- HOW TO COMPLETE THIS TASK:
Your task is to repeat the entries below exactly and to leave their images out.

- DATA:
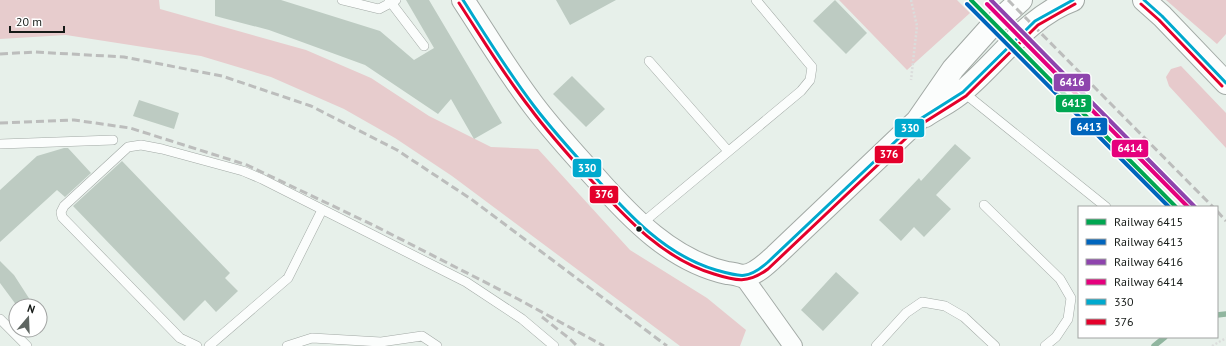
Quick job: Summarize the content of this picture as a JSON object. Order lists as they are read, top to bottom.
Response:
{
  "lines": [
    "rail line 6415",
    "rail line 6416",
    "transit line 330",
    "transit line 376",
    "rail line 6413",
    "rail line 6414"
  ],
  "legend": [
    "Railway 6415",
    "Railway 6413",
    "Railway 6416",
    "Railway 6414",
    "330",
    "376"
  ],
  "scale_bar": "20 m",
  "north": "top"
}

- TASK RESPONSE:
Quick job: Summarize the content of this picture as a JSON object. Order lists as they are read, top to bottom.
Response:
{
  "lines": [
    "rail line 6415",
    "rail line 6416",
    "transit line 330",
    "transit line 376",
    "rail line 6413",
    "rail line 6414"
  ],
  "legend": [
    "Railway 6415",
    "Railway 6413",
    "Railway 6416",
    "Railway 6414",
    "330",
    "376"
  ],
  "scale_bar": "20 m",
  "north": "top"
}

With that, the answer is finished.